Where does the word "place" appear in the data? Copy every line that holds it.

* Collected data
[Start of Attachment]
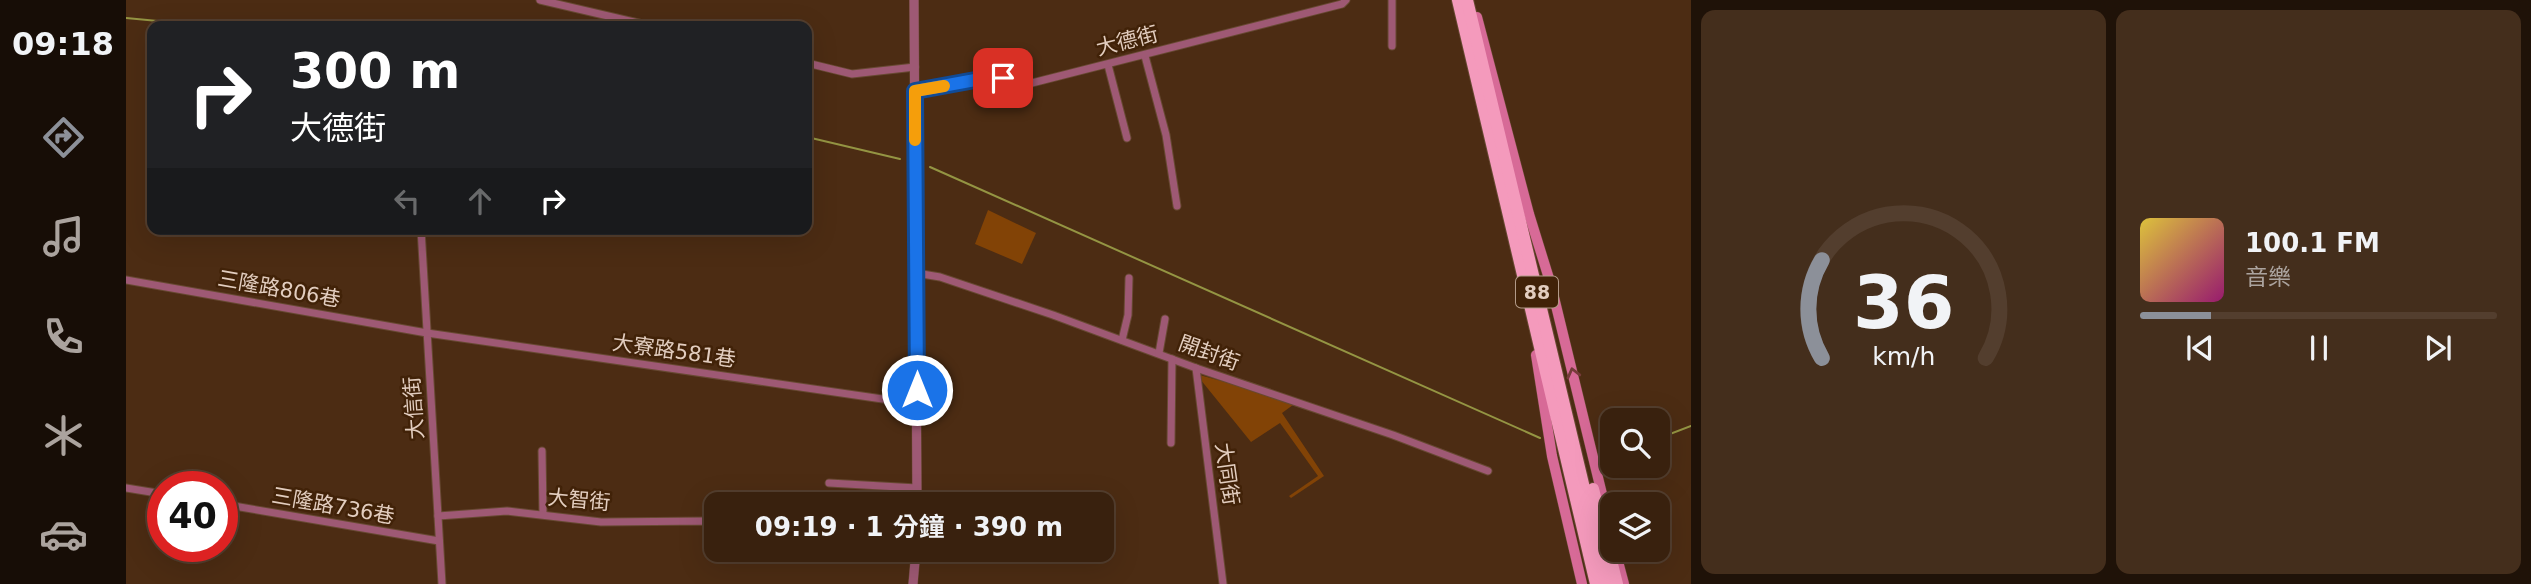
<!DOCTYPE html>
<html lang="zh-TW">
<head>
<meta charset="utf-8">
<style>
  :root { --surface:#39210e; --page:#442e1c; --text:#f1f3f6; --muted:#aba39e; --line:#533e2e; --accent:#8c9099 }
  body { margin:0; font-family:"DejaVu Sans","Noto Sans TC",sans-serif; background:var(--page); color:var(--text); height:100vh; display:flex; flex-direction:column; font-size:26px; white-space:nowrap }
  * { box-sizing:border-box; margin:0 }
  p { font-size:23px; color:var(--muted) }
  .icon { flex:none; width:38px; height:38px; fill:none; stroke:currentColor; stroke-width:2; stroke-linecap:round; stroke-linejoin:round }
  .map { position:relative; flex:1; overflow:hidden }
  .side { display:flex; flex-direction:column; gap:10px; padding:10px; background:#1f1208; width:840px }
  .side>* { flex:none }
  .guide { position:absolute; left:21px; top:21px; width:665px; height:214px; border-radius:14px; box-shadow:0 7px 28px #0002,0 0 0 2px var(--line); background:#202124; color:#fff; overflow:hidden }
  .tools { position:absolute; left:1474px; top:408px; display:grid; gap:14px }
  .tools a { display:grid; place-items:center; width:70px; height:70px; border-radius:14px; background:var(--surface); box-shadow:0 7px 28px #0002,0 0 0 2px var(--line); font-size:35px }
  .speed { position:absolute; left:21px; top:471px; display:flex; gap:14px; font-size:35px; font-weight:700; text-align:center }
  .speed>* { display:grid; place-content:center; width:91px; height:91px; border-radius:50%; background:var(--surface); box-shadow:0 7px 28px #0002,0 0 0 2px var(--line); line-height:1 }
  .speed .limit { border:10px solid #d22; background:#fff; color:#111 }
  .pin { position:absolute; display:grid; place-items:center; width:60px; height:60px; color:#fff; margin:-30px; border-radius:14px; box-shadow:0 4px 10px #0006 }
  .me { position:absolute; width:77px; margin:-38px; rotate:0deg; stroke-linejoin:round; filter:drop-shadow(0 0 5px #0008) }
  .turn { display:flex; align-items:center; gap:24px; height:147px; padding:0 28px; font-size:32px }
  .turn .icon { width:91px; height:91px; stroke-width:2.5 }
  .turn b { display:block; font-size:49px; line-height:60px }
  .lanes { display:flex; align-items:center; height:66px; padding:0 28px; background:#0003; justify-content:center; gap:35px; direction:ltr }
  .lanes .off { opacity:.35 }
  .side .tile { flex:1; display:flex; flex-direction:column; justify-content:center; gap:10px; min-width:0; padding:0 24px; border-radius:14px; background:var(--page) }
  .side .dial { align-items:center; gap:0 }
  .dial svg { height:182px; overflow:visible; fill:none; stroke:var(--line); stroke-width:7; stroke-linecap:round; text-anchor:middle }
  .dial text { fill:var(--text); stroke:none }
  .song { display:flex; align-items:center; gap:21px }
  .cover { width:84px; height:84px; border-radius:10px; background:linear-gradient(135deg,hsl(50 70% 55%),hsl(320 70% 35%)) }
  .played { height:7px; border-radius:4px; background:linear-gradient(90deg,var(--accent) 20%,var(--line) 20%) }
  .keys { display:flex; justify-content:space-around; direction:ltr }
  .side .tiles { flex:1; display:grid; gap:10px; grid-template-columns:repeat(2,1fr) }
  .trip { position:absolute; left:578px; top:492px; width:410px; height:70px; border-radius:14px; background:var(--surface); box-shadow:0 7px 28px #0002,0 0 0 2px var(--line); font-weight:600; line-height:70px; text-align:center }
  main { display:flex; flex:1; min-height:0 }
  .tabs { display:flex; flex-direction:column; width:126px; justify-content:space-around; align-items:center; background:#170d06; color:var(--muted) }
  .tabs .icon { width:49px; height:49px }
  .tabs .active { color:var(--accent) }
  .tabs b { font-size:32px; color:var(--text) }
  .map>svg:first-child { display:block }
</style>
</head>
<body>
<main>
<nav class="tabs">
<b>09:18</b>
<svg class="icon active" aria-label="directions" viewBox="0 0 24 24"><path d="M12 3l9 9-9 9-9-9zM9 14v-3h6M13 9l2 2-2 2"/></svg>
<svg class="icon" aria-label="music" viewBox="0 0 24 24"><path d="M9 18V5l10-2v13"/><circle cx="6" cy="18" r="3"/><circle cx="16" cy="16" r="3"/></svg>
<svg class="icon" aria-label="phone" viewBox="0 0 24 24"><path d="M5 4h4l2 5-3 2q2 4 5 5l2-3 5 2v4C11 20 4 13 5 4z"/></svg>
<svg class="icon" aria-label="climate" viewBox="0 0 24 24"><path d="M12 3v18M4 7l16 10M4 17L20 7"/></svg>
<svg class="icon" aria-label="car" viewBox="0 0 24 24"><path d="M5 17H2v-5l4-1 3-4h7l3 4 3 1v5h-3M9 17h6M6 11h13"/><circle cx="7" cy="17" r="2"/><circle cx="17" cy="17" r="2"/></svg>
</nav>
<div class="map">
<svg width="1565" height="584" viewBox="0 0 1565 584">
  <rect width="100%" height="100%" fill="#4c2c13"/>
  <g fill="#824306">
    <path d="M 862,210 L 910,233 L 896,264 L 849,244 Z"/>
    <path d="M 1070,374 L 1171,402 L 1156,413 L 1198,476 L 1165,498 L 1163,496 L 1192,476 L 1154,423 L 1125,442 Z"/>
  </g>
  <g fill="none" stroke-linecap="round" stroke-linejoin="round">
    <g stroke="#949543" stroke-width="2">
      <path d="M 0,18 L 85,26"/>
      <path d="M 681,137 L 774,159"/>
      <path d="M 804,167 L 1414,438"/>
      <path d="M 1531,439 L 1565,426"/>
      <path d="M 1478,459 L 1486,456"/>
    </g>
    <defs>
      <g id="minor">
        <path d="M 414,0 L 525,26"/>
        <path d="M 1266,46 L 1266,0"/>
        <path d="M 1019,56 L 1040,135 L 1051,206"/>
        <path d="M 681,63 L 726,74 L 789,67"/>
        <path d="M 982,65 L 1001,138"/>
        <path d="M 789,91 L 871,76 L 890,85 L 902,84 L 1216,4 L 1220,0"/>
        <path d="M 295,229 L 316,584"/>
        <path d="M 790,273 L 814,277 L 927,315 L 1070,368 L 1267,435 L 1362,471"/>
        <path d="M 0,280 L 301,333 L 791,404"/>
        <path d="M 996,340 L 1002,315 L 1003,278"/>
        <path d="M 1033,353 L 1039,319"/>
        <path d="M 1070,368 L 1097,584"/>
        <path d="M 1045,443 L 1046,359"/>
        <path d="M 416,451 L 417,514"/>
        <path d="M 703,483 L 791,488"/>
        <path d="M 0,488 L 37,494"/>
        <path d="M 96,504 L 313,541"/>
        <path d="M 312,516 L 381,511 L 475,522 L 581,521 L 590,524"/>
      </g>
      <g id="tertiary">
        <path d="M 788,0 L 791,504"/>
        <path d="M 787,584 L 790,550"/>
      </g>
      <g id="secondary">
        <path d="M 1351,17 L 1403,214 L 1425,285 L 1486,535"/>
        <path d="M 1410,355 L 1426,456 L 1456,584"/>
        <path d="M 1489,550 L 1498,584"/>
      </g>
      <g id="trunk">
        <path d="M 1332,0 L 1470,584"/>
        <path d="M 1341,0 L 1481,584"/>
        <path d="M 1467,489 L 1491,584"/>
      </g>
    </defs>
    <use href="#minor" stroke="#674932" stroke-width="9"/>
    <use href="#tertiary" stroke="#674932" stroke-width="10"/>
    <use href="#secondary" stroke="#674932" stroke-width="11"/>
    <use href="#trunk" stroke="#674932" stroke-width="14"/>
    <use href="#minor" stroke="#9e5974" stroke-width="7"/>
    <use href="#tertiary" stroke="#9e5974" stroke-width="9"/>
    <use href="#secondary" stroke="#d76a97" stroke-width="10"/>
    <use href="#trunk" stroke="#f49abc" stroke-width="12"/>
  </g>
  <defs><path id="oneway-chevron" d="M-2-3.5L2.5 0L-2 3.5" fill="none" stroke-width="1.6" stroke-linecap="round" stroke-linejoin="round" transform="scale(1.75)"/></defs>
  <use stroke="#763b3a" href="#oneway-chevron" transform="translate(1447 373) rotate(-104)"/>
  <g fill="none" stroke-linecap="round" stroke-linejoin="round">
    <defs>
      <path id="route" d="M 791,390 L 789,91 L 871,76 L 877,78"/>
    </defs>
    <use href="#route" stroke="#114b97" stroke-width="18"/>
    <use href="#route" stroke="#1a73e8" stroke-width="12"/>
    <path stroke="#f59e0b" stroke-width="12" d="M 789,140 L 789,91 L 818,86"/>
  </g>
  <g text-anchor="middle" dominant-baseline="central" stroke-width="5" stroke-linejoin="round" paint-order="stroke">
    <rect fill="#412208" stroke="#b29a88" stroke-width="2" x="1390" y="276.5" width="42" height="31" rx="5"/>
    <g font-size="19" font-weight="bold" fill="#e2cdbf">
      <text x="1411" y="292">88</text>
    </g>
    <g font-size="21" fill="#e2cdbf" stroke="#412208">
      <text transform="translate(1001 41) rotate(-14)">大德街</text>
      <text transform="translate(153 289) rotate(10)">三隆路806巷</text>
      <text transform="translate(548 351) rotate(8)">大寮路581巷</text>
      <text transform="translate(1083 353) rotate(20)">開封街</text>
      <text transform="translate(288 408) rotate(-94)">大信街</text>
      <text transform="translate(1101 474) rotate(82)">大同街</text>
      <text transform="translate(453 500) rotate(5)">大智街</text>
      <text transform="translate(207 506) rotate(10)">三隆路736巷</text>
    </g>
  </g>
</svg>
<div class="tools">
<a><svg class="icon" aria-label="search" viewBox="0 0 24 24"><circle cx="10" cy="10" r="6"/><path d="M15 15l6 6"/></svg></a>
<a><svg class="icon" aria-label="layers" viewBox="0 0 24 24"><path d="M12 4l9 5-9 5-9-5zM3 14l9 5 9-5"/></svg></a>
</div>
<div class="speed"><div class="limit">40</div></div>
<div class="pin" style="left:877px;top:78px;background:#d93025"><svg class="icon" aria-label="arrive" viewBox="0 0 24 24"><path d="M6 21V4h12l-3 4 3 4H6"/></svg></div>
<svg class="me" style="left:791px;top:390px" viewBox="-20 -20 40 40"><circle r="17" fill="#1a73e8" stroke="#fff" stroke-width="3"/><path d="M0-11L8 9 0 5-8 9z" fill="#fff"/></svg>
<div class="trip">09:19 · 1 分鐘 · 390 m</div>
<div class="guide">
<div class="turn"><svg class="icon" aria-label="right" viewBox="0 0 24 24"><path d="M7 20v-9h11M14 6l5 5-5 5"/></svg><div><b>300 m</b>大德街</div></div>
<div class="lanes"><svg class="icon off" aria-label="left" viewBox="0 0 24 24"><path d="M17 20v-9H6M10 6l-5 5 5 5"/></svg><svg class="icon off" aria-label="ahead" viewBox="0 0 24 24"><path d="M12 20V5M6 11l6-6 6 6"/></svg><svg class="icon" aria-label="right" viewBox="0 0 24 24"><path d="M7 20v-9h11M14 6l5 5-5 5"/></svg></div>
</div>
</div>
<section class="side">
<div class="tiles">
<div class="tile dial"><svg viewBox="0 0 100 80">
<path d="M14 69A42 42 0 1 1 86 69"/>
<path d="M14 69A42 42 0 0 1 14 26" stroke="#8c9099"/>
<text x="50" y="56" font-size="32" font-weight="700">36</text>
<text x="50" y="72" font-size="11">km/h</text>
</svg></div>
<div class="tile">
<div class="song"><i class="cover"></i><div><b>100.1 FM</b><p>音樂</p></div></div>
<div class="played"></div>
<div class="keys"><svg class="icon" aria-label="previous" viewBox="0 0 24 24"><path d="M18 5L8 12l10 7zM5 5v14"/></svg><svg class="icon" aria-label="pause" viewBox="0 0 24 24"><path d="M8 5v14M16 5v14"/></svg><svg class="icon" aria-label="next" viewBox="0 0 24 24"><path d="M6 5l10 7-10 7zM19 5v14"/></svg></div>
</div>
</div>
</section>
</main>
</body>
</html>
[End of Attachment]
* Finished exercise
  .tools a { display:grid; place-items:center; width:70px; height:70px; border-radius:14px; background:var(--surface); box-shadow:0 7px 28px #0002,0 0 0 2px var(--line); font-size:35px }
  .speed>* { display:grid; place-content:center; width:91px; height:91px; border-radius:50%; background:var(--surface); box-shadow:0 7px 28px #0002,0 0 0 2px var(--line); line-height:1 }
  .pin { position:absolute; display:grid; place-items:center; width:60px; height:60px; color:#fff; margin:-30px; border-radius:14px; box-shadow:0 4px 10px #0006 }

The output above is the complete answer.